Harris A R, Fang S L, Vagenakis A G, Braverman L E
Metabolism. 1978 Nov;27(11):1680-90. doi: 10.1016/0026-0495(78)90290-1.
To evaluate the effect of starvation, oral and i.v. nutriments, and hypothyroidism on the peripheral conversion of thyroxine (T4) to 3,3', 5-triiodothyronine (T3) in the rat and mouse, an in vitro system for assessing T4 conversion to T3 by fresh liver homogenates was used. A 2-day starvation in the rat reduced hepatic T3 generation from T4 by 47% +/- 3.5% (mean +/- SE) in six separate experiments and also impaired the metabolism of 125I-r-T3. Administration of carbohydrate (CHO) and amino acids (P), but not lipid (L), significantly increased T3 generation above values observed in the starved rat. The mean serum glucose concentration was similar in all nutriment-infused groups, but serum insulin was significantly greater in the CHO- and P-infused as compared to the L-infused rats. These findings suggest that CHO and P, but not L, are important modulators of hepatic outer ring thyronine deiodination in the rat, perhaps due to increased intracellular glucose. Hypothyroidism in the rat induced by thyroidectomy and congenital secondary hypothyroidism in the dwarf mouse resulted in a striking decrease in hepatic conversion of T4 to T3. This decrease was restored to normal by the daily s.c. administration of physiologic doses of T4 (1.5 microgram/100 g) or T3 (0.5 microgram/100 g) for 14 days, and was increased above normal following treatment of normal rate with greater than physiologic doses of T4 (3microgram/100 g) or T3 (1 microgram/100g). In vitro hepatic conversion of T4 to T3 is, therefore, dependent upon thyroid function. Since 2-days starvation in the rat was associated with decreased serum concentrations of T4, T3, and TSH, and hypothyroidism resulted in decreased conversion of T4 to T3, the effect of a constant 2-day infusion of physiologic doses of T4 or T3 in the starved rat on the in vitro deiodination of T4 was assessed. Thyroid hormone replacement did not enhance the conversion of T4 to T3 in the starved rat. These observations suggest that the starvation-induced decrease in hepatic generation of T3 from T4 is not due to hypothyroidism and that the mechanism(s) of the decreased T3 production observed in starvation and hypothyroidism is different.

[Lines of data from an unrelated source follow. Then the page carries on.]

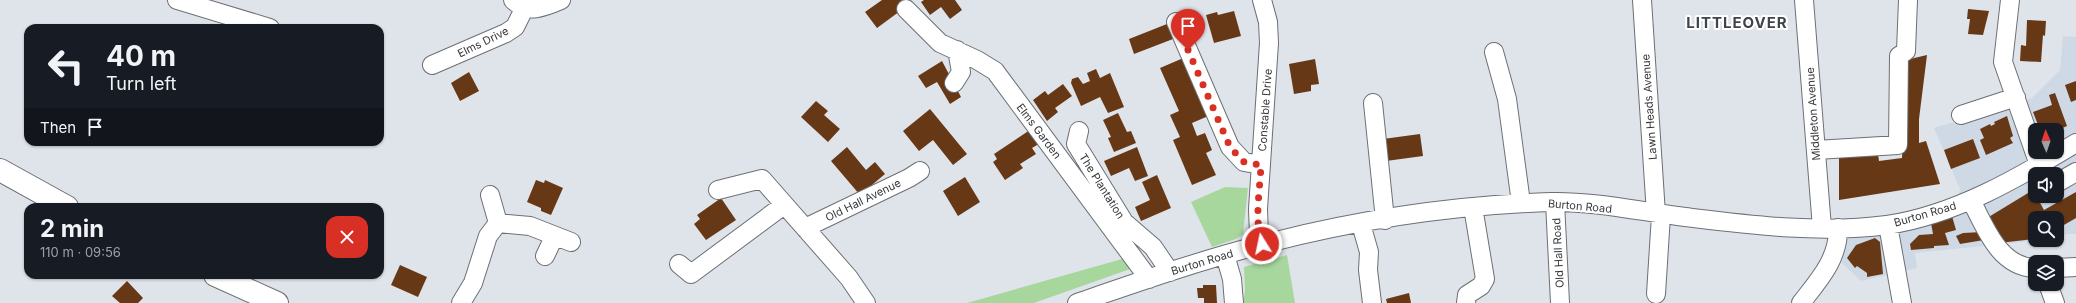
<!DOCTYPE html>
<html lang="en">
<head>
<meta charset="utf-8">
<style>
  :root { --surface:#171b24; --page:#242831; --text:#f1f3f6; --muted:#9ea1a6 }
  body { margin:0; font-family:Inter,sans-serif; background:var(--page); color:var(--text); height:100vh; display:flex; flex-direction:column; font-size:15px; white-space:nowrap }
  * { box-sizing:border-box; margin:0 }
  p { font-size:13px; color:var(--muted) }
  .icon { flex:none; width:22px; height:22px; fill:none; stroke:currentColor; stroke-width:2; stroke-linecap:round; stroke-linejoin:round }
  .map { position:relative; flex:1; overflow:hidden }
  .panel { position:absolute; left:24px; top:203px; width:360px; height:76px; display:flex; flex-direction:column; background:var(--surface); border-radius:12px; box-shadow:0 1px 3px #0004 }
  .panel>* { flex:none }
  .banner { position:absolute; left:24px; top:24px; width:360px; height:122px; border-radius:12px; box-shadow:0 1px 3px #0004; background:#171b24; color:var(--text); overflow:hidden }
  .needle { width:26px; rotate:358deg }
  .tools { position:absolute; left:2028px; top:123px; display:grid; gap:8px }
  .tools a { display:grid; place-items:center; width:36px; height:36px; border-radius:8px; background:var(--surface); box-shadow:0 1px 3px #0004; font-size:20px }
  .pin { position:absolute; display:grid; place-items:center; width:34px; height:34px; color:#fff; margin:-41px -17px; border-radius:50% 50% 50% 0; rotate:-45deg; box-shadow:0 0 4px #0007 }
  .pin .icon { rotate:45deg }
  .me { position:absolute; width:44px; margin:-22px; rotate:350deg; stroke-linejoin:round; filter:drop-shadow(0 0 3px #0008) }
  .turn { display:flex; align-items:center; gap:14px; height:84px; padding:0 16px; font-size:18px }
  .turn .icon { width:52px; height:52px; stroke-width:2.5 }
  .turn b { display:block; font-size:28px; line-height:34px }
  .then { display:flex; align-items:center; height:38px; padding:0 16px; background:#0003; gap:8px; font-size:15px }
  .round { display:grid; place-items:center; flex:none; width:42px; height:42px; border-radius:12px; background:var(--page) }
  .headline { display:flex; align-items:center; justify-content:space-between; height:68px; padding:0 16px }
  h1 { font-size:24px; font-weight:700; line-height:30px }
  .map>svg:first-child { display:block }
</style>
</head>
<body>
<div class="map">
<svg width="2076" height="303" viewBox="0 0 2076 303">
  <rect width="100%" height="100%" fill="#dfe4ea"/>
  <path fill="#cfd9e5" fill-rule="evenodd" d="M2063 36 2076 37V234H2067L2057 238V218H2035V240H2041L1915 253 1917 268 1861 281 1842 263 1844 240 1955 214 1960 189 1934 128 2032 98 2060 70ZM2035 130H2057V152H2035ZM2035 174H2057V196H2035Z"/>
  <path fill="#a8d79e" d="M1225 187 1248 188 1243 234 1236 239 1212 247 1191 202Z
    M1287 255 1295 303H1243L1245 291 1244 267Z
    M1122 259 1133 268 1034 303H967Z"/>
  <path fill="#673816" d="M882 0H909L911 3 877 28 865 12Z
    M924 0H955L962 10 950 19 941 7 930 15 921 2Z
    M1968 9 1989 11 1983 35 1968 34 1970 19H1967Z
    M1234 11 1241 36 1214 43 1206 15 1217 12 1218 15Z
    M2027 20 2046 21 2045 36 2043 35 2041 62 2020 61 2021 45 2026 46Z
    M1167 24 1173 39 1134 54 1129 39Z
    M1927 55 1919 119V143L1926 141 1940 184 1839 200V156L1878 154 1879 161 1902 158 1906 60Z
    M1188 56 1213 114 1192 123 1197 136 1205 133 1212 150 1206 153 1216 175 1192 185 1173 140 1180 137 1170 115 1179 111 1160 68Z
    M1315 59 1319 84 1311 85V91L1294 94 1289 64Z
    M942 61 961 97 950 104 937 82 926 88 918 76Z
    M1096 69 1100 78 1110 73 1124 107 1108 113 1100 97 1081 106 1071 83 1072 79 1078 77 1083 84 1090 81 1087 73Z
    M469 72 479 91 460 101 451 83Z
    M2076 81V100L2071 102 2065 85Z
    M1063 84 1072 96 1055 108 1058 112 1047 121 1033 100 1045 91 1048 95Z
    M2055 93 2067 126 2058 130H2040L2033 112 2052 105 2049 95Z
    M816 101 828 111 824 115 840 129 828 142 801 117Z
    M930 109 967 154 953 165 933 140 919 151 903 131Z
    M1118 113 1127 132 1131 131 1136 143 1114 152 1108 138 1111 137 1103 120Z
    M2007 116 2013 136 2010 138 2013 143 1986 155 1980 140 1984 138 1980 129 1990 124 1991 126 1995 124 1994 122Z
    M1033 128 1042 142 1032 148 1036 154 1020 164 1023 168 1005 180 993 162 997 159 994 154Z
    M1420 134 1423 156 1386 161 1383 139Z
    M1973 139 1980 158 1951 169 1944 150Z
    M847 147 866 170 875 162 885 174 860 195 831 161Z
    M1137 147 1148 176 1135 181 1129 168 1111 176 1104 161Z
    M1157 175 1171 208 1141 221 1135 207 1150 200 1142 182Z
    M965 177 980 202 958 216 943 191Z
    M536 180 544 183 545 180 563 188 551 215 541 211V208L527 202Z
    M2033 190 2044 210 2076 192V218L2057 229V218H2035V239L1999 243 1987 218Z
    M721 198 736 220 706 240 694 224 700 219 697 215Z
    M1952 216 1956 230 1945 233 1949 245 1934 246V248L1911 250 1910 244 1919 235 1933 234 1931 223Z
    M1982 232 1984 240 1960 244 1956 236 1963 233Z
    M1875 238 1880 242 1883 274 1867 277V273L1857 266 1855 268 1847 258 1856 245Z
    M400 265 427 277 418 297 391 285Z
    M127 281 143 298 138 303H120L112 296Z
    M1203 285H1216L1217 303H1204V298H1198L1197 288H1203Z
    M1409 293 1411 303H1387L1386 299Z"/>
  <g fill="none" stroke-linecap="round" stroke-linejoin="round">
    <g stroke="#6c7075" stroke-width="20">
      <path id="minor" d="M177 0 270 28
        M513 0C527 15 545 7 561 0
        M1642 0 1656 214
        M1804 0 1822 228
        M2010 0 2003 62 2039 165
        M906 9 940 43 977 60 995 71 1149 279
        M1176 22 1230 147 1244 162 1261 165
        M1494 52 1507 99 1521 203
        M432 65 506 33 515 27 524 9
        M954 83 961 72 957 50
        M1373 103 1385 220
        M1961 115 2016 97
        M1079 131 1076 144 1124 222 1153 247 1170 272
        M1816 150 1898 145 1899 56 1906 51 1908 0
        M2057 183 2076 172
        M718 190 762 179 849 278 866 303
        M490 195 498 223
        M1971 200C1985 227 1999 267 2035 268
        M1555 202 1560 303
        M1361 224 1369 252 1368 270 1372 303
        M1888 225 1902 303
        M805 228 909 178 920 171
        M1262 244 1259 235 1258 209 1269 43 1268 22 1262 0
        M1225 255 1232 279 1234 303
        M545 256 554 237
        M679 264 691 274 784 205
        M2057 268 2076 267
        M2048 284 2055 303
        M1656 294 1661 215
        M461 303 473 283 488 236 498 223 530 226 571 242
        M1077 303C1138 282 1201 260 1264 244 1356 220 1457 205 1551 202 1594 201 1643 212 1685 217 1751 225 1820 234 1887 225 1955 215 2018 178 2076 143
        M1466 303 1467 295 1481 286 1485 279 1473 207
        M1801 303C1819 280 1839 258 1838 228"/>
    </g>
    <g stroke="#6c7075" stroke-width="24">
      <path id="major" d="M0 170 67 207
        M215 275 277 303"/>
    </g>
    <use href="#minor" stroke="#fff" stroke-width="18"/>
    <use href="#major" stroke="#fff" stroke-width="22"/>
  </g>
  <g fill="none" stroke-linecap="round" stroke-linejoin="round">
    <path stroke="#d93025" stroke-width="7" stroke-dasharray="0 12.6" d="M1188 50 1230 147 1244 162 1261 165C1260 191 1254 219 1262 244"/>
  </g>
  <g text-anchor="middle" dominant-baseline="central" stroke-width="4" stroke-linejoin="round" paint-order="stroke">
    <g font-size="11" fill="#35373a" stroke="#fff">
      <text transform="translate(483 42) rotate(-26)">Elms Drive</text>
      <text transform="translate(1649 107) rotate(-94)">Lawn Heads Avenue</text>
      <text transform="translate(1265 110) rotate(-86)">Constable Drive</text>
      <text transform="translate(1813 114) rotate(-94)">Middleton Avenue</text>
      <text transform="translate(1039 131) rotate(53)">Elms Garden</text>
      <text transform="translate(1102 186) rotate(58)">The Plantation</text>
      <text transform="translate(863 200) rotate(-26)">Old Hall Avenue</text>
      <text transform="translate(1580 206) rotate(5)">Burton Road</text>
      <text transform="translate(1925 214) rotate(-16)">Burton Road</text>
      <text transform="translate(1558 253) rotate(-93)">Old Hall Road</text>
      <text transform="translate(1202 262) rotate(-17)">Burton Road</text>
    </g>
    <g font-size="15" font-weight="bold" letter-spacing="1" fill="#404449" stroke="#fff">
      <text x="1737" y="22">LITTLEOVER</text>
    </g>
  </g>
</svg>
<div class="tools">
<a><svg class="needle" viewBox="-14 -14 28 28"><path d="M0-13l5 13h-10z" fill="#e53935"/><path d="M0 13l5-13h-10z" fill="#9ea1a6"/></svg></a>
<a><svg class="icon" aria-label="sound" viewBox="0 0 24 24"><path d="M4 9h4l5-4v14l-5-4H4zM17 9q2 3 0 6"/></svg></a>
<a><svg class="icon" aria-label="search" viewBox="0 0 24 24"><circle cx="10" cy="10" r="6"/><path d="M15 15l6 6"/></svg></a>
<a><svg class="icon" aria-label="layers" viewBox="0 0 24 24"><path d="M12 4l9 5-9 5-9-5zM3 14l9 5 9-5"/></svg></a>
</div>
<div class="pin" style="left:1188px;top:50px;background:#d93025"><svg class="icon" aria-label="arrive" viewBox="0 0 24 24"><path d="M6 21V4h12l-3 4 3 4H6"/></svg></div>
<svg class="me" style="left:1262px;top:244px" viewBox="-20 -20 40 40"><circle r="17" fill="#d93025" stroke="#fff" stroke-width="3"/><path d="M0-11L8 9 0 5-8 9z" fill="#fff"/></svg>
<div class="banner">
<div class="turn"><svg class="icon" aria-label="left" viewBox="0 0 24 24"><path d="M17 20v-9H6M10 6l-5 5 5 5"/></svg><div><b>40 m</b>Turn left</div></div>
<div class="then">Then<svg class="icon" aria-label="arrive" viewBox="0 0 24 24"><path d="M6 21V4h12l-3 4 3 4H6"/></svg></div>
</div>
<section class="panel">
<div class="headline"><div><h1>2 min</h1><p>110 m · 09:56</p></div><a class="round" style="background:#d93025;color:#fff"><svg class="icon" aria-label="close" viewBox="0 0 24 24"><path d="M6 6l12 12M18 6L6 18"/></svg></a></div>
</section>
</div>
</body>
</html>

为评估饥饿、口服及静脉营养以及甲状腺功能减退对大鼠和小鼠外周甲状腺素(T4)向3,3',5-三碘甲状腺原氨酸(T3)转化的影响,采用新鲜肝匀浆体外评估T4向T3转化的系统。在六项独立实验中,大鼠2天饥饿使肝脏由T4生成T3的量减少47%±3.5%(均值±标准误),并损害了125I - r - T3的代谢。给予碳水化合物(CHO)和氨基酸(P),而非脂质(L),可使T3生成量显著高于饥饿大鼠。所有营养输注组的平均血清葡萄糖浓度相似,但与输注L的大鼠相比,输注CHO和P的大鼠血清胰岛素显著更高。这些发现表明,CHO和P而非L是大鼠肝脏外环甲状腺原氨酸脱碘的重要调节因子,可能是由于细胞内葡萄糖增加所致。甲状腺切除诱导的大鼠甲状腺功能减退以及侏儒小鼠先天性继发性甲状腺功能减退导致肝脏T4向T3的转化显著降低。通过每天皮下注射生理剂量的T4(1.5微克/100克)或T3(0.5微克/100克)持续14天,这种降低可恢复正常,而用大于生理剂量的T4(3微克/克)或T3(1微克/100克)治疗正常大鼠后,转化增加至高于正常水平。因此,体外肝脏T4向T3的转化取决于甲状腺功能。由于大鼠2天饥饿与血清T4、T3和促甲状腺激素(TSH)浓度降低相关,且甲状腺功能减退导致T4向T3的转化减少,故评估了在饥饿大鼠中持续2天输注生理剂量的T4或T3对T4体外脱碘的影响。甲状腺激素替代并未增强饥饿大鼠中T4向T3的转化。这些观察结果表明,饥饿诱导的肝脏由T4生成T3减少并非由于甲状腺功能减退,且饥饿和甲状腺功能减退中观察到的T3生成减少的机制不同。